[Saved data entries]
====================
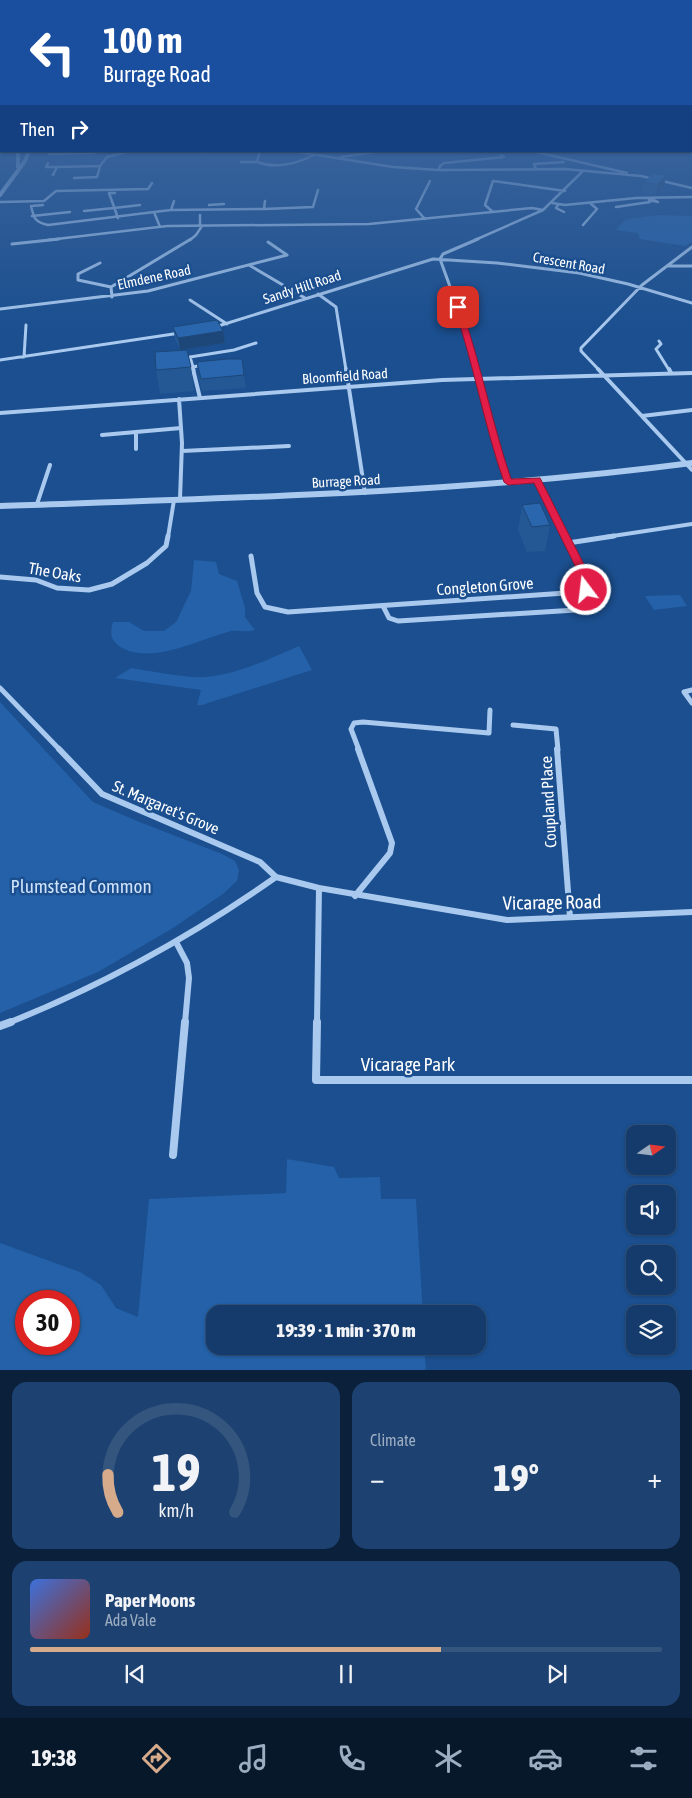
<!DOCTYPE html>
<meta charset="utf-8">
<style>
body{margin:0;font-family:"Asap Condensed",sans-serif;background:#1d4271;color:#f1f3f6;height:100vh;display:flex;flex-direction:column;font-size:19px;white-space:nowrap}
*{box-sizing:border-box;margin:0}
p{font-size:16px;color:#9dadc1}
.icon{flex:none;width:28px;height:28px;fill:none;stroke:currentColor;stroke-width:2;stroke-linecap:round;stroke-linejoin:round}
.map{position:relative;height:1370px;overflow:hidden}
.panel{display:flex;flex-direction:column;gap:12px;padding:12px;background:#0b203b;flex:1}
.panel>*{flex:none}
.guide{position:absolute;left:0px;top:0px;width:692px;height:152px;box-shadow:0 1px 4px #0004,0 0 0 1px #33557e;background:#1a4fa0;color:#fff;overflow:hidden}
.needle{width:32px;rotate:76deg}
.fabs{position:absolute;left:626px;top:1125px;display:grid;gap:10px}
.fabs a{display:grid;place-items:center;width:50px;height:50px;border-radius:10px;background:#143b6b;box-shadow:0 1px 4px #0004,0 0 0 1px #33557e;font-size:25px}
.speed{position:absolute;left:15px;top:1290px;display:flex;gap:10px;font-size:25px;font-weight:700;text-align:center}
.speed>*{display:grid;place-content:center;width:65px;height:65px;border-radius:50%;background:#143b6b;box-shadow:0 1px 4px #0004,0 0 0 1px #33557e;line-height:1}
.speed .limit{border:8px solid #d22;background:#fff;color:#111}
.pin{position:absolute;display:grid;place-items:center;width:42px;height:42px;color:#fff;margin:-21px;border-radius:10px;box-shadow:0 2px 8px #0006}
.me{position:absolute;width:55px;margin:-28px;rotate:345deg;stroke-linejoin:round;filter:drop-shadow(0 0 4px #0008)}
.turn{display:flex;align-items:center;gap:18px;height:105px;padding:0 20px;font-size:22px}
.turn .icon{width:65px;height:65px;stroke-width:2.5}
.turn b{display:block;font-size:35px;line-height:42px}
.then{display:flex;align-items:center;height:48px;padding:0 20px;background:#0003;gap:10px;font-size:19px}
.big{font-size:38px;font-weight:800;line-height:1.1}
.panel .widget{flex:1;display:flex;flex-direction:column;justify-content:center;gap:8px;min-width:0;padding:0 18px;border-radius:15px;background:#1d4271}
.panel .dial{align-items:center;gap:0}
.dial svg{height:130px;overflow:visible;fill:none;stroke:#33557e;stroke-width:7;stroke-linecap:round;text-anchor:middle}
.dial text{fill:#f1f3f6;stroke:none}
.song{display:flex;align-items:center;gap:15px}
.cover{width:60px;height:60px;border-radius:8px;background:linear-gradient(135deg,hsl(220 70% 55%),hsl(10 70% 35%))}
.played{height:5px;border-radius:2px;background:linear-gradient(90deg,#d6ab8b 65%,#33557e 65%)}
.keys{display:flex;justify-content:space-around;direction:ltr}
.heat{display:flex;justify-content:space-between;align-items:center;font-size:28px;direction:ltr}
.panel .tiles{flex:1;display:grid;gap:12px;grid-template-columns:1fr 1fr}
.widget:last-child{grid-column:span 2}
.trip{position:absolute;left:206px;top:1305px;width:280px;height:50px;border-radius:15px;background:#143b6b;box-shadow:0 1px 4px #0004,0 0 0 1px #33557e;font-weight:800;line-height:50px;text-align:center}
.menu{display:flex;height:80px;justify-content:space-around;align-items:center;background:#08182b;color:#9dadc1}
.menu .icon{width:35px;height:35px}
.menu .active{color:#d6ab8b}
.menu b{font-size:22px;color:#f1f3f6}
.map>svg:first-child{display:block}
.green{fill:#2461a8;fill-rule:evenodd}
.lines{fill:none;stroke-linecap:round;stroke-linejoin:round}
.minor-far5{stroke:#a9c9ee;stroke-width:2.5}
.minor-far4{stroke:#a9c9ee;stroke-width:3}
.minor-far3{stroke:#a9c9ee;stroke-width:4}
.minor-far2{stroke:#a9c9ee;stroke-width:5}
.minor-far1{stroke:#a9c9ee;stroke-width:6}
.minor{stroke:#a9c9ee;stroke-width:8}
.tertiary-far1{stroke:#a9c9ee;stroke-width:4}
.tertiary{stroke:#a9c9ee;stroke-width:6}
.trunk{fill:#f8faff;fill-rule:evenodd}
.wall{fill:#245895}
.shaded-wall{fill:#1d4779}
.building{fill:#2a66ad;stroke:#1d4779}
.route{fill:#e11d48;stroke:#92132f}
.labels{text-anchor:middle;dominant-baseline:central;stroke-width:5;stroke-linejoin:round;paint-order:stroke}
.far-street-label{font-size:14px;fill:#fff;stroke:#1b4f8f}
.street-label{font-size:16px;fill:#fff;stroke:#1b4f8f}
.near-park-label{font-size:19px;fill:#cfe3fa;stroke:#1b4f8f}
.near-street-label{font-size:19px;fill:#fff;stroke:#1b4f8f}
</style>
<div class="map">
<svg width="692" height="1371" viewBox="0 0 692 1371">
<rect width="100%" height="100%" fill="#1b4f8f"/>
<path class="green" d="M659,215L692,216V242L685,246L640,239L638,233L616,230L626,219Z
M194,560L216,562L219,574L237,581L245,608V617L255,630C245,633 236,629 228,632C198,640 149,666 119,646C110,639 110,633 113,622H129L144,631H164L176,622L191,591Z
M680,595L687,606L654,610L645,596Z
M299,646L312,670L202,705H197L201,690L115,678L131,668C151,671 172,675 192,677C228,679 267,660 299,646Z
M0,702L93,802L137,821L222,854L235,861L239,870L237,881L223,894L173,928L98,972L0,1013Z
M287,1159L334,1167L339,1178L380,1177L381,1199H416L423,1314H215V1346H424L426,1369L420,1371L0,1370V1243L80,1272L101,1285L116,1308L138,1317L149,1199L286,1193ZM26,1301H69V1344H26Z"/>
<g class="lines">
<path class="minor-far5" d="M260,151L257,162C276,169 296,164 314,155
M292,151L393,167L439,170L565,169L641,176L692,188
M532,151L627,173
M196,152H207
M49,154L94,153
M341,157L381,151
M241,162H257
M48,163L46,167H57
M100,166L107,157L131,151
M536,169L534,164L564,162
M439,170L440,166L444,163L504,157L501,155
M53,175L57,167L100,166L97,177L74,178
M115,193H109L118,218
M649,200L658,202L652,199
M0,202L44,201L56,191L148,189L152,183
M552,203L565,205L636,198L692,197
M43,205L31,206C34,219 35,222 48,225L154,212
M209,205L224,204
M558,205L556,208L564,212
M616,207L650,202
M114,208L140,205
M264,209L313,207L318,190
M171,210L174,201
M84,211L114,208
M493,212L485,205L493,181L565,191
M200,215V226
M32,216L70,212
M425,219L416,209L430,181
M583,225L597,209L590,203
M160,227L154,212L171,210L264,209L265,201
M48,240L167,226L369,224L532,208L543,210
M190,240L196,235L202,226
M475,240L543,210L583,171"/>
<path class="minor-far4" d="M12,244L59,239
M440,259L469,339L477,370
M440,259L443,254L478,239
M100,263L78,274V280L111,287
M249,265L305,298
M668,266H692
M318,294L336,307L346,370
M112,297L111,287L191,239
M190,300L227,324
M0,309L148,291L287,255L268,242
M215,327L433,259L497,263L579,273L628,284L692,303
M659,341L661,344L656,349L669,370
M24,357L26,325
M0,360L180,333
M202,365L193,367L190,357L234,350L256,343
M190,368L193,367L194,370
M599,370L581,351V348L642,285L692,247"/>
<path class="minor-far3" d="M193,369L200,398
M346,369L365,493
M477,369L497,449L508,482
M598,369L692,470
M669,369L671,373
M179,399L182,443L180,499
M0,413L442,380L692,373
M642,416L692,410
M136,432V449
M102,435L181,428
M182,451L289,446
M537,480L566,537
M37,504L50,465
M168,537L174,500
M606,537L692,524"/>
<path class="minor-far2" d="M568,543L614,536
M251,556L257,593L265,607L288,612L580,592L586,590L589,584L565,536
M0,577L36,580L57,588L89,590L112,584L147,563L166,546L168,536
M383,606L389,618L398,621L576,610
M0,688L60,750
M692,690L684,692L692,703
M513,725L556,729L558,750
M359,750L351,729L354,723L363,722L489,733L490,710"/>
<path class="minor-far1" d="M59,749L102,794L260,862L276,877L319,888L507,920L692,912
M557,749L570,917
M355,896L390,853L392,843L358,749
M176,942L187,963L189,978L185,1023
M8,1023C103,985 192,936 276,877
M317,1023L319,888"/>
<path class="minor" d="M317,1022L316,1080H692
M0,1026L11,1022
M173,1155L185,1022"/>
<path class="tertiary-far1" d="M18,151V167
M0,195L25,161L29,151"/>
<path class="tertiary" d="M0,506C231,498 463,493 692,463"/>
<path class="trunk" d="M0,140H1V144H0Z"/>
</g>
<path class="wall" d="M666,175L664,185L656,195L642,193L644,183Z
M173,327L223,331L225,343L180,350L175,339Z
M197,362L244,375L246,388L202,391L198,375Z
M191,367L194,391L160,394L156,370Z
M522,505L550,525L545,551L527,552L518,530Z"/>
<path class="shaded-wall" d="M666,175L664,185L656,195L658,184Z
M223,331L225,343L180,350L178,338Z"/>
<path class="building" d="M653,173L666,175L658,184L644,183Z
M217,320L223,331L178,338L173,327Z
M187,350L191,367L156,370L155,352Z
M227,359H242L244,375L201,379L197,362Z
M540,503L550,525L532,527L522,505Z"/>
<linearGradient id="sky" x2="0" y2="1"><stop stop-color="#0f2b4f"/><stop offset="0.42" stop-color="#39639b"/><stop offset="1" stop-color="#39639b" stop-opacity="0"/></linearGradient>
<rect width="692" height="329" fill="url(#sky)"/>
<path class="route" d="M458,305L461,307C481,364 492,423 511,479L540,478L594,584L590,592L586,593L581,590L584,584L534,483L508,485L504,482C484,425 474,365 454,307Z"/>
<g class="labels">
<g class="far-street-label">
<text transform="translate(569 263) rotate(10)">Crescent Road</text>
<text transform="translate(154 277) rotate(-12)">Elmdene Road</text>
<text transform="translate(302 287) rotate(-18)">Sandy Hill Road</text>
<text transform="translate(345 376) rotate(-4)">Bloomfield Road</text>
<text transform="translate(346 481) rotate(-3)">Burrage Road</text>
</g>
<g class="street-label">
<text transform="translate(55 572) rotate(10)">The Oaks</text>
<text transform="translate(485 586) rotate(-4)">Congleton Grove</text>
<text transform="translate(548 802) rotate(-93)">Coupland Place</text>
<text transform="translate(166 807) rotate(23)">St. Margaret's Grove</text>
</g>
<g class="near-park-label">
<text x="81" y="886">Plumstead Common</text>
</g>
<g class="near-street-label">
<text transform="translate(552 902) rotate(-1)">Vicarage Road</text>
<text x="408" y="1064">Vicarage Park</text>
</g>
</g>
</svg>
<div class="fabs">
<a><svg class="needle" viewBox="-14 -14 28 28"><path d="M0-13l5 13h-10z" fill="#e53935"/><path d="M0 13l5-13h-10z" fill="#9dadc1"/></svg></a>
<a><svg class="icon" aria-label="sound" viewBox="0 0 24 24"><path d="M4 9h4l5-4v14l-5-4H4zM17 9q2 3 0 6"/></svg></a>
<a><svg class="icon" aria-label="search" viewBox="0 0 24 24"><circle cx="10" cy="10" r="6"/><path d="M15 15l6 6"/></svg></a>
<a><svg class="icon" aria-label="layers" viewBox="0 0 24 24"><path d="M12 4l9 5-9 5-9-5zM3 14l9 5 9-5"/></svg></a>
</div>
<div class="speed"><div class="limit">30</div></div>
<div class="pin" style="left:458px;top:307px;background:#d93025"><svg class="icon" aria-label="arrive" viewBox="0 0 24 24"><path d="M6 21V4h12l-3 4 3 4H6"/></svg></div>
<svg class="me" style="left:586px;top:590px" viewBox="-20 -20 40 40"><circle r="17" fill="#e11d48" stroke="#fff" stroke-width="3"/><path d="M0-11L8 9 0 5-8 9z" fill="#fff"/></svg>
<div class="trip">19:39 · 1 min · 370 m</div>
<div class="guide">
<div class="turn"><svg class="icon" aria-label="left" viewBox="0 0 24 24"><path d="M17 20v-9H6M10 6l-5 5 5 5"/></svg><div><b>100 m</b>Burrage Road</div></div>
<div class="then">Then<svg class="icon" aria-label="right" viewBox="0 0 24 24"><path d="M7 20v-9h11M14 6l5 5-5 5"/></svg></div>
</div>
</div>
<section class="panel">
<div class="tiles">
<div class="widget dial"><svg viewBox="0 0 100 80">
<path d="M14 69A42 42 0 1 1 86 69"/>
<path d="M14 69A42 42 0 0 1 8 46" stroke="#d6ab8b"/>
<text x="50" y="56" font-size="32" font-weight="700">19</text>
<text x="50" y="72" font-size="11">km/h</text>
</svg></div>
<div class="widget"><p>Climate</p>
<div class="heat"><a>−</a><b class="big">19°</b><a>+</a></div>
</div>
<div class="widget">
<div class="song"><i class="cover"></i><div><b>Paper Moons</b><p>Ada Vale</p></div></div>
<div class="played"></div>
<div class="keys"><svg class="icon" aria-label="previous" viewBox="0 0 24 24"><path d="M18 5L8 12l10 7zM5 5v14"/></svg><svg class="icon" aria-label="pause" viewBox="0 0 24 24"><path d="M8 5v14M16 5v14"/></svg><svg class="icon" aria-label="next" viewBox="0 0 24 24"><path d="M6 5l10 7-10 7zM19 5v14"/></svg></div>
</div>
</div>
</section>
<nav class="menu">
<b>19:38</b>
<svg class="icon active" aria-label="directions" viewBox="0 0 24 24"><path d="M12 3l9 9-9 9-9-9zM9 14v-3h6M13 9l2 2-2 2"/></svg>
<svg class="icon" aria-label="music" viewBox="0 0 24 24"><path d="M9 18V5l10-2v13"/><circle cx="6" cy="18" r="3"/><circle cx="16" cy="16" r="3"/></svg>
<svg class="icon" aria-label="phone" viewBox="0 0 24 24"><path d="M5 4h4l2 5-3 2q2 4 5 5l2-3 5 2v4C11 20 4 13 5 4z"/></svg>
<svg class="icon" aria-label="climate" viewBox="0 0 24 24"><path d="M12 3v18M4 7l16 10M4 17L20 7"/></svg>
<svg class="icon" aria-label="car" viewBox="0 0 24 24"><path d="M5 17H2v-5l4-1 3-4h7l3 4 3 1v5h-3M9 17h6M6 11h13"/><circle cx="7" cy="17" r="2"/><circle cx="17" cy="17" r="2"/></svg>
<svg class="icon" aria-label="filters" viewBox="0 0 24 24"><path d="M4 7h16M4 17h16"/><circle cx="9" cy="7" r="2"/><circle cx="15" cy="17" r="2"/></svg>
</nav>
====================
**What you have to do**. Output the line containing "69A42 42 0 0" and every line after it through the final line of the records above, exactly as written and nothing else.

**Output of the exercise**.
<path d="M14 69A42 42 0 0 1 8 46" stroke="#d6ab8b"/>
<text x="50" y="56" font-size="32" font-weight="700">19</text>
<text x="50" y="72" font-size="11">km/h</text>
</svg></div>
<div class="widget"><p>Climate</p>
<div class="heat"><a>−</a><b class="big">19°</b><a>+</a></div>
</div>
<div class="widget">
<div class="song"><i class="cover"></i><div><b>Paper Moons</b><p>Ada Vale</p></div></div>
<div class="played"></div>
<div class="keys"><svg class="icon" aria-label="previous" viewBox="0 0 24 24"><path d="M18 5L8 12l10 7zM5 5v14"/></svg><svg class="icon" aria-label="pause" viewBox="0 0 24 24"><path d="M8 5v14M16 5v14"/></svg><svg class="icon" aria-label="next" viewBox="0 0 24 24"><path d="M6 5l10 7-10 7zM19 5v14"/></svg></div>
</div>
</div>
</section>
<nav class="menu">
<b>19:38</b>
<svg class="icon active" aria-label="directions" viewBox="0 0 24 24"><path d="M12 3l9 9-9 9-9-9zM9 14v-3h6M13 9l2 2-2 2"/></svg>
<svg class="icon" aria-label="music" viewBox="0 0 24 24"><path d="M9 18V5l10-2v13"/><circle cx="6" cy="18" r="3"/><circle cx="16" cy="16" r="3"/></svg>
<svg class="icon" aria-label="phone" viewBox="0 0 24 24"><path d="M5 4h4l2 5-3 2q2 4 5 5l2-3 5 2v4C11 20 4 13 5 4z"/></svg>
<svg class="icon" aria-label="climate" viewBox="0 0 24 24"><path d="M12 3v18M4 7l16 10M4 17L20 7"/></svg>
<svg class="icon" aria-label="car" viewBox="0 0 24 24"><path d="M5 17H2v-5l4-1 3-4h7l3 4 3 1v5h-3M9 17h6M6 11h13"/><circle cx="7" cy="17" r="2"/><circle cx="17" cy="17" r="2"/></svg>
<svg class="icon" aria-label="filters" viewBox="0 0 24 24"><path d="M4 7h16M4 17h16"/><circle cx="9" cy="7" r="2"/><circle cx="15" cy="17" r="2"/></svg>
</nav>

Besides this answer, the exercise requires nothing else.